### Data supplied

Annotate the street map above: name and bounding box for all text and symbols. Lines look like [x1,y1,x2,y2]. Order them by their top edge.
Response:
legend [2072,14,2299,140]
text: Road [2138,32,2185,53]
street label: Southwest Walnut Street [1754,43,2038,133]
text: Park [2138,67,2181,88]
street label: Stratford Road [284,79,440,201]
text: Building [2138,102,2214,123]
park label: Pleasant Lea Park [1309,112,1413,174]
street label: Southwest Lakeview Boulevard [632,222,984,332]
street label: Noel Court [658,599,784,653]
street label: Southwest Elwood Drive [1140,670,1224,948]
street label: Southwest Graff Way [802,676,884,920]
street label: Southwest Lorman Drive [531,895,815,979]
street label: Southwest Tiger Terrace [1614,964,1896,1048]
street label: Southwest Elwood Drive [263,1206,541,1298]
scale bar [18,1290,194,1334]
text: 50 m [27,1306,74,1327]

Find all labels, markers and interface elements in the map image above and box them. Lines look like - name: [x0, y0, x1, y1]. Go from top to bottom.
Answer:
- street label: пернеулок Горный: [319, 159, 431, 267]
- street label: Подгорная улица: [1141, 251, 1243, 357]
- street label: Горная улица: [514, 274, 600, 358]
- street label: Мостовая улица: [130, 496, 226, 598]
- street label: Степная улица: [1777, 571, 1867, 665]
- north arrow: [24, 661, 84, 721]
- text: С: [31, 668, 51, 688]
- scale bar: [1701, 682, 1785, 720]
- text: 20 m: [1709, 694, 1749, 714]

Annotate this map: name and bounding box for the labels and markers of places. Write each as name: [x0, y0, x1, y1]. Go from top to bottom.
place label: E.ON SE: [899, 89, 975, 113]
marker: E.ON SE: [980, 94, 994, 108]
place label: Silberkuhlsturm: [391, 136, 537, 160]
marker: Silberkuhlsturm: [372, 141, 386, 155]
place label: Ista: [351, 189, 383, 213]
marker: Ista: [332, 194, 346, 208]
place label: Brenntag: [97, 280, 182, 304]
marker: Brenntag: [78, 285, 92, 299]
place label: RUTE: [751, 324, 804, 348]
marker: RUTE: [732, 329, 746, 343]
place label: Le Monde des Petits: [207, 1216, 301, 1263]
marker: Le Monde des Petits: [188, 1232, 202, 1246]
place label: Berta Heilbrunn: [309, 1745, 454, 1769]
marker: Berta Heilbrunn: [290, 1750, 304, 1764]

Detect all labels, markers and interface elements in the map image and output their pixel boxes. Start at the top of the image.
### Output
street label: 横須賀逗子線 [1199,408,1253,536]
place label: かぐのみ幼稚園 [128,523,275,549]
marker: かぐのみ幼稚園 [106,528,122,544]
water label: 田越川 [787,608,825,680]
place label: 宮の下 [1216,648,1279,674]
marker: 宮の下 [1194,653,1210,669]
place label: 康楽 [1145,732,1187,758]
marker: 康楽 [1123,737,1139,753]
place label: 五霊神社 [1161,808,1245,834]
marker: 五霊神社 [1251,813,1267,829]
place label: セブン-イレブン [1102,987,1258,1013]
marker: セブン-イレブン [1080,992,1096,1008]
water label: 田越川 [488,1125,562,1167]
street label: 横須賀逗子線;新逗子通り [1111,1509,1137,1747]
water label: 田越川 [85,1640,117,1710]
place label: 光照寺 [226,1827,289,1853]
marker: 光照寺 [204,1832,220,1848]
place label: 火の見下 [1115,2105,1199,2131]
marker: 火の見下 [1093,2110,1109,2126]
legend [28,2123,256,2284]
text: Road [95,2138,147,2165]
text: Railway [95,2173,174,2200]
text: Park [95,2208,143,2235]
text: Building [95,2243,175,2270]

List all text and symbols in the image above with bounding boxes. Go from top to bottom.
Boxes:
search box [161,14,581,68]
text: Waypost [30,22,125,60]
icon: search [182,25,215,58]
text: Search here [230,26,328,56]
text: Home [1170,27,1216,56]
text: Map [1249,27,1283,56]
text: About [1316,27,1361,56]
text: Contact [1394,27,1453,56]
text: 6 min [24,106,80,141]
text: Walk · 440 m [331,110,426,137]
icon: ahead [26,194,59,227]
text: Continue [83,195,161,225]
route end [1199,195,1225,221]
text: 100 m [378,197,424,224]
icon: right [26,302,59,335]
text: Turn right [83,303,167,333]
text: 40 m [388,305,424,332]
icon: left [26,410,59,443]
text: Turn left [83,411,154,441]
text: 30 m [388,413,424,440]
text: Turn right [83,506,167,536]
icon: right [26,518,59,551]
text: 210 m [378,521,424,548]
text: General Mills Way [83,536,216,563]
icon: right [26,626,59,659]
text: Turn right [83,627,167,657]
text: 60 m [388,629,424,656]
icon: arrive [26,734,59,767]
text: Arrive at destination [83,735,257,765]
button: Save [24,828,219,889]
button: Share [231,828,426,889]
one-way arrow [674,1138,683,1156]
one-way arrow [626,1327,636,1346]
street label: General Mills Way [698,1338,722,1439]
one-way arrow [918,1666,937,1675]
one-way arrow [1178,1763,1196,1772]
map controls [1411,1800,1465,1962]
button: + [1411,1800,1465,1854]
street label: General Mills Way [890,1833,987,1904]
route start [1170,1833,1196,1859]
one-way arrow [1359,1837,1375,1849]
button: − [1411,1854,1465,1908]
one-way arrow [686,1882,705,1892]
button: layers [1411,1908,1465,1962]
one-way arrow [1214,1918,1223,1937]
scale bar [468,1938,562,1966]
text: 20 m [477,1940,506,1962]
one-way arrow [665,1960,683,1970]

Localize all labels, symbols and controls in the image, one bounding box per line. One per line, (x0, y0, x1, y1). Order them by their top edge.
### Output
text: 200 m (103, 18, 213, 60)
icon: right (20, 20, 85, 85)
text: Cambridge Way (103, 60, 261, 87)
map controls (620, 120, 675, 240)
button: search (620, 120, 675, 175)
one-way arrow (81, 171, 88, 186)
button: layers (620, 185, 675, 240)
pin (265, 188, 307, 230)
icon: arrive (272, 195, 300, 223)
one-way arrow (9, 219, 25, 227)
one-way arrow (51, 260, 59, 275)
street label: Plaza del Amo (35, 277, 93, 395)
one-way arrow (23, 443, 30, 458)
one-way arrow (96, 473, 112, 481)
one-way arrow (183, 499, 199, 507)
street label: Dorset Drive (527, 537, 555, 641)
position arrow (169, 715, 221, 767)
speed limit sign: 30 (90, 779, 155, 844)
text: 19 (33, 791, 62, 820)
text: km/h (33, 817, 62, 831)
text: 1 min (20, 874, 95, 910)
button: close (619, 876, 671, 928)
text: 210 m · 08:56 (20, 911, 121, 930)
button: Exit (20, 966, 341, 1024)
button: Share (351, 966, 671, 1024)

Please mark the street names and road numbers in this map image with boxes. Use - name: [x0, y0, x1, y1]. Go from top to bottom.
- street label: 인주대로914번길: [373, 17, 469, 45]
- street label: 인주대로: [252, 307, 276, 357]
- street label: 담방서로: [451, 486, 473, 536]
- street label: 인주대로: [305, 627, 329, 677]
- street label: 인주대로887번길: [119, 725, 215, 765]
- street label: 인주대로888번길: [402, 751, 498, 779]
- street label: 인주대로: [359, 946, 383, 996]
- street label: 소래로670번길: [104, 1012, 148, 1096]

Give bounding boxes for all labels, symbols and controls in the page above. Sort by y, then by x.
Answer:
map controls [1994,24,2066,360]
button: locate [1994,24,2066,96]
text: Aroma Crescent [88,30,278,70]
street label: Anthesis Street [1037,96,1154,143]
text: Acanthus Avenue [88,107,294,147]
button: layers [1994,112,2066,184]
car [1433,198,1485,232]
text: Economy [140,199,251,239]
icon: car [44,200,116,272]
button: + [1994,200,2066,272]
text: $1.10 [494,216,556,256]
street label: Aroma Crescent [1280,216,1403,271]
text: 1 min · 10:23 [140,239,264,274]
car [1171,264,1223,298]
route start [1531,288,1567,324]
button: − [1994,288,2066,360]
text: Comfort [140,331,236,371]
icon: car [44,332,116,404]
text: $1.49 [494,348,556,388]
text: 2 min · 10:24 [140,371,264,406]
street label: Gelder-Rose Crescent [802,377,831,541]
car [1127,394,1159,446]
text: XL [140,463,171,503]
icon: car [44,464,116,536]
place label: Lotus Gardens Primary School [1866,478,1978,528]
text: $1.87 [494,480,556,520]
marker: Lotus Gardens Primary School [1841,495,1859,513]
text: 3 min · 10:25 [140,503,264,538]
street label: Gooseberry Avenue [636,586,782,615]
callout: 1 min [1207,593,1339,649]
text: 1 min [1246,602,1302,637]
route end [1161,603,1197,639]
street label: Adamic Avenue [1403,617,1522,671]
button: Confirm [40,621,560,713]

######

__Required action__. Only a number is wanted here. How many lines in the material contain "above"?

__The completed task__. 4